### What you should do
Go through the lines below and tally those containing the string "justify". Respond with the number only.

Stored items:
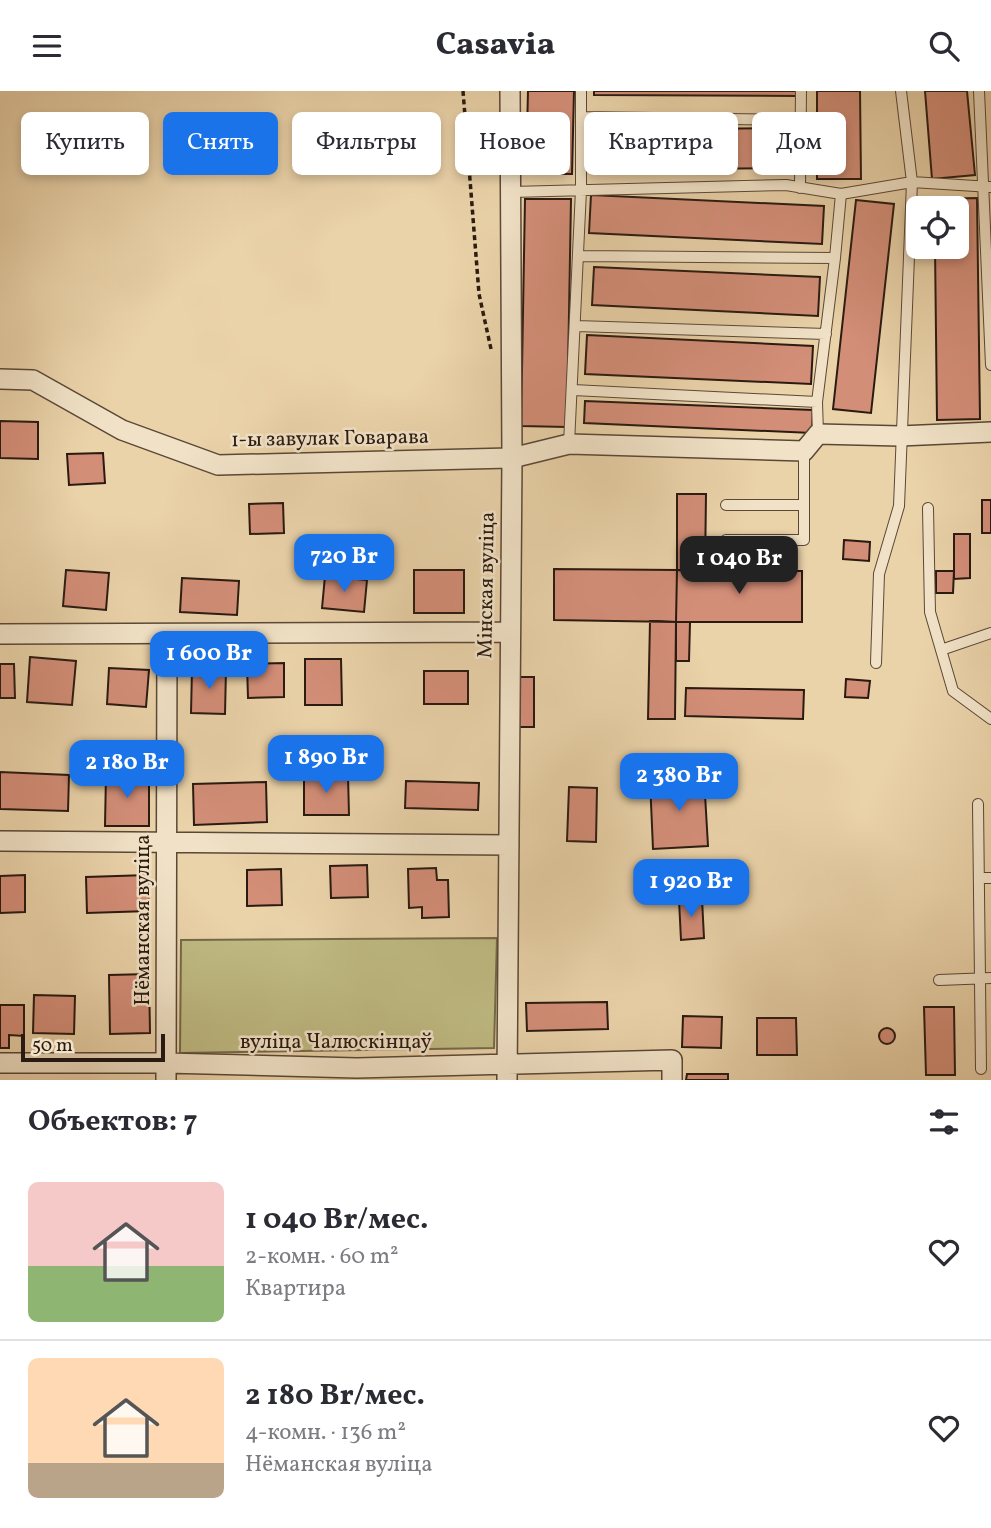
<!DOCTYPE html>
<html lang="ru">
<head>
<meta charset="utf-8">
<style>
	:root { --surface:#fff; --page:#f7f7f7; --text:#2b2b33; --muted:#7c7c81; --line:#e1e1e2; --accent:#1a73e8 }
	body { margin:0; font-family:Vollkorn,serif; background:var(--page); color:var(--text); height:100vh; display:flex; flex-direction:column; font-size:26px; white-space:nowrap }
	* { box-sizing:border-box; margin:0 }
	p { font-size:23px; color:var(--muted) }
	.icon { flex:none; width:38px; height:38px; fill:none; stroke:currentColor; stroke-width:2; stroke-linecap:round; stroke-linejoin:round }
	.map { position:relative; height:989px; overflow:hidden }
	.drawer { display:flex; flex-direction:column; background:var(--surface); flex:1 }
	.drawer>* { flex:none }
	.guide { position:absolute; left:21px; top:21px; width:950px; height:63px; display:flex; gap:14px }
	.tools { position:absolute; left:906px; top:105px; display:grid; gap:14px }
	.tools a { display:grid; place-items:center; width:63px; height:63px; border-radius:10px; background:var(--surface); box-shadow:0 4px 10px #0003; font-size:35px }
	.scale { position:absolute; left:21px; bottom:18px; width:144px; box-sizing:border-box; padding-left:7px; border:4px solid #2a1a11; border-top:0; font-size:19px; line-height:24px; white-space:nowrap; color:#2a1a11; -webkit-text-stroke:5px #f1e2c7; paint-order:stroke }
	.price { position:absolute; translate:-50% -60px; padding:0 16px; border-radius:14px; background:var(--accent); color:#fff; font-size:23px; line-height:46px; filter:drop-shadow(0 2px 4px #0008) }
	.price::after { content:''; position:absolute; left:50%; top:42px; width:21px; height:16px; margin-left:-10px; background:inherit; clip-path:polygon(0 0,100% 0,50% 100%) }
	.price.on { background:#222; color:#fff }
	ul { padding:0; list-style:none }
	li { display:flex; align-items:center; gap:21px; height:175px; padding:0 28px }
	li+li { border-top:2px solid var(--line) }
	li span { display:grid; place-items:center; flex:none; width:196px; height:140px; border-radius:10px; color:#555 }
	li>.icon { margin-inline-start:auto }
	span .icon { width:84px; height:84px; fill:#fffc; stroke-width:1 }
	li b { font-size:30px }
	h2 { display:flex; justify-content:space-between; align-items:center; height:84px; padding:0 28px; font-size:30px }
	.pill { padding:0 24px; border-radius:10px; background:var(--surface); box-shadow:0 4px 10px #0003; font-size:24px; line-height:63px }
	.pill.on { background:var(--accent); color:#fff }
	header { display:flex; justify-content:space-between; align-items:center; height:91px; padding:0 28px; background:var(--surface); font-size:32px; font-weight:800 }
	.map>svg:first-child { display:block }
	.green { fill:#bfba82; stroke:#746a4a; stroke-width:2 }
	.building { fill:#d38e78; stroke:#2a1a11; stroke-width:2 }
	.lines { fill:none; stroke-linecap:round; stroke-linejoin:round }
	.service-casing { stroke:#5a4837; stroke-width:12 }
	.minor-casing { stroke:#5a4837; stroke-width:22 }
	.path { stroke:#2a1a11; stroke-width:3.5; stroke-dasharray:5 3.5; stroke-linecap:butt }
	.service { stroke:#f1e2c7; stroke-width:10 }
	.minor { stroke:#f1e2c7; stroke-width:19 }
	.labels { text-anchor:middle; dominant-baseline:central; stroke-width:5; stroke-linejoin:round; paint-order:stroke }
	.street-label { font-size:21px; fill:#2a1a11; stroke:#f1e2c7 }
</style>
</head>
<body>
<header><svg class="icon" aria-label="menu" viewBox="0 0 24 24"><path d="M4 6h16M4 12h16M4 18h16"/></svg>Casavia<svg class="icon" aria-label="search" viewBox="0 0 24 24"><circle cx="10" cy="10" r="6"/><path d="M15 15l6 6"/></svg></header>
<div class="map">
<svg width="991" height="989" viewBox="0 0 991 989">
	<rect width="100%" height="100%" fill="#ead2a9"/>
	<filter id="stains"><feTurbulence type="fractalNoise" baseFrequency=".00286" numOctaves="4"/><feColorMatrix values="0 0 0 0 .2 0 0 0 0 .09 0 0 0 0 .02 0 0 0 .5 -.17"/></filter>
	<radialGradient id="worn" r=".72"><stop offset=".6" stop-color="#630" stop-opacity="0"/><stop offset="1" stop-color="#630" stop-opacity=".3"/></radialGradient>
	<path class="green" d="M497 847 494 957 180 962 181 849Z"/>
	<path class="building" d="M528 0H574L572 83H526Z
		M594 0H797V5L594 4Z
		M817 0H860L861 88H817Z
		M925 0H967L975 84 932 88Z
		M791 37 792 77 589 79 588 39Z
		M591 104 824 115 822 153 589 142Z
		M977 107 980 328 937 329 935 156H957V117H935L934 108Z
		M525 108H571L567 336 521 335Z
		M856 109 894 113 871 322 833 318Z
		M594 176 820 186 818 225 592 214Z
		M587 244 813 255 811 293 585 283Z
		M585 310 813 319 812 342 584 332Z
		M0 330 38 331V368L0 367Z
		M103 362 105 392 69 394 67 363Z
		M677 403H706L705 479H677Z
		M982 409H991V442H982Z
		M283 412 284 442 250 443 249 413Z
		M954 443H970V487L954 488Z
		M844 449 870 451 869 470 843 468Z
		M554 478 677 479 676 531 554 529Z
		M66 479 109 482 106 519 63 515Z
		M414 479H464V522H414Z
		M677 479 802 480V531H676Z
		M936 480H954L953 502H936Z
		M325 485 367 489 364 521 322 517Z
		M182 487 239 490 237 524 180 521Z
		M650 530 676 531 675 628H648Z
		M676 531H690L689 570H676Z
		M30 566 76 570 72 614 27 611Z
		M305 568H341L342 614H305Z
		M284 572V606L248 607 247 573Z
		M0 573H14L15 607H0Z
		M109 577 149 579 146 616 107 613Z
		M192 578H226L225 623 191 622Z
		M424 580H468V613H424Z
		M519 586H534V636H519Z
		M846 588 870 590 868 607 845 606Z
		M686 597 804 599 803 628 685 625Z
		M0 681 69 684 68 720 0 718Z
		M106 683H149V735H105Z
		M348 684 349 724H304V685Z
		M704 686 708 755 653 758 650 689Z
		M406 690 479 692 478 719 405 717Z
		M266 691 267 731 194 734 193 693Z
		M569 696 597 697 596 751 567 750Z
		M367 774 368 806 331 807 330 775Z
		M436 777 437 789H448L449 826 422 827V816L409 817 408 778Z
		M281 778 282 814 247 815V779Z
		M25 784V821L0 822V785Z
		M148 784 149 820 87 822 86 786Z
		M702 808 704 847 681 849 679 809Z
		M149 883 150 942 110 943 109 884Z
		M34 904 75 905 74 943 33 942Z
		M607 911 608 938 527 940 526 912Z
		M0 914H24V945L9 944V957H0Z
		M924 916H954L955 984H926Z
		M683 925 722 926 721 957 682 956Z
		M757 927H796L797 964H757Z
		M879 945a8 8 0 1 1 16 0a8 8 0 1 1-16 0Z
		M687 983H728V989H686Z"/>
	<g class="lines">
		<defs>
			<path id="service" d="M979 0 991 274
				M581 26 800 29
				M800 97 801 0
				M511 101 786 94 841 103 912 91 991 96
				M578 165 835 167
				M576 235 826 243
				M573 299 817 311
				M818 343 817 311 835 167 841 103
				M569 353 581 99V0
				M726 414H804
				M928 417 930 521 953 600 991 628
				M726 449H804V360
				M941 559 991 542
				M876 572 879 483 899 415 912 91 901 0
				M978 713 981 978
				M979 787H991
				M939 889 991 887"/>
			<path id="minor" d="M0 288 33 289 122 339 218 374 512 367 569 353 804 360 818 343 900 345 991 341
				M0 543 509 541
				M0 750 509 754
				M0 972H166L357 977 672 969V989
				M166 989 167 544
				M507 989 512 367 510 0"/>
		</defs>
		<use href="#service" class="service-casing"/>
		<use href="#minor" class="minor-casing"/>
		<path class="path" d="M463 0 479 203 491 258"/>
		<use href="#service" class="service"/>
		<use href="#minor" class="minor"/>
	</g>
	<g class="labels">
		<g class="street-label">
			<text transform="translate(330 348) rotate(-1)">1-ы завулак Говарава</text>
			<text transform="translate(487 494) rotate(-89)">Мінская вуліца</text>
			<text transform="translate(143 829) rotate(-90)">Нёманская вуліца</text>
			<text x="336" y="951">вуліца Чалюскінцаў</text>
		</g>
	</g>
	<rect width="100%" height="100%" filter="url(#stains)"/>
	<rect width="100%" height="100%" fill="url(#worn)"/>
</svg>
<div class="tools">
<a><svg class="icon" aria-label="locate" viewBox="0 0 24 24"><circle cx="12" cy="12" r="6"/><path d="M12 2v4M12 18v4M2 12h4M18 12h4"/></svg></a>
</div>
<div class="scale">50 m</div>
<b class="price" style="left:344px;top:503px">720 Br</b>
<b class="price on" style="left:739px;top:505px">1 040 Br</b>
<b class="price" style="left:209px;top:600px">1 600 Br</b>
<b class="price" style="left:326px;top:704px">1 890 Br</b>
<b class="price" style="left:127px;top:709px">2 180 Br</b>
<b class="price" style="left:679px;top:722px">2 380 Br</b>
<b class="price" style="left:691px;top:828px">1 920 Br</b>
<div class="guide">
<a class="pill">Купить</a>
<a class="pill on">Снять</a>
<a class="pill">Фильтры</a>
<a class="pill">Новое</a>
<a class="pill">Квартира</a>
<a class="pill">Дом</a>
</div>
</div>
<section class="drawer">
<h2>Объектов: 7<svg class="icon" aria-label="filters" viewBox="0 0 24 24"><path d="M4 7h16M4 17h16"/><circle cx="9" cy="7" r="2"/><circle cx="15" cy="17" r="2"/></svg></h2>
<ul>
<li><span style="background:linear-gradient(#f6c9c9 60%,#8fb573 0)"><svg class="icon" aria-label="home" viewBox="0 0 24 24"><path d="M3 11l9-7 9 7M6 9v11h12V9"/></svg></span><div><b>1 040 Br/мес.</b><p>2-комн. · 60 m²</p><p>Квартира</p></div><svg class="icon" aria-label="heart" viewBox="0 0 24 24"><path d="M12 20l-8-8c-3-5 5-10 8-4 3-6 11-1 8 4z"/></svg></li>
<li><span style="background:linear-gradient(#ffd9b3 75%,#b9a48a 0)"><svg class="icon" aria-label="home" viewBox="0 0 24 24"><path d="M3 11l9-7 9 7M6 9v11h12V9"/></svg></span><div><b>2 180 Br/мес.</b><p>4-комн. · 136 m²</p><p>Нёманская вуліца</p></div><svg class="icon" aria-label="heart" viewBox="0 0 24 24"><path d="M12 20l-8-8c-3-5 5-10 8-4 3-6 11-1 8 4z"/></svg></li>
</ul>
</section>
</body>
</html>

### Your solution
2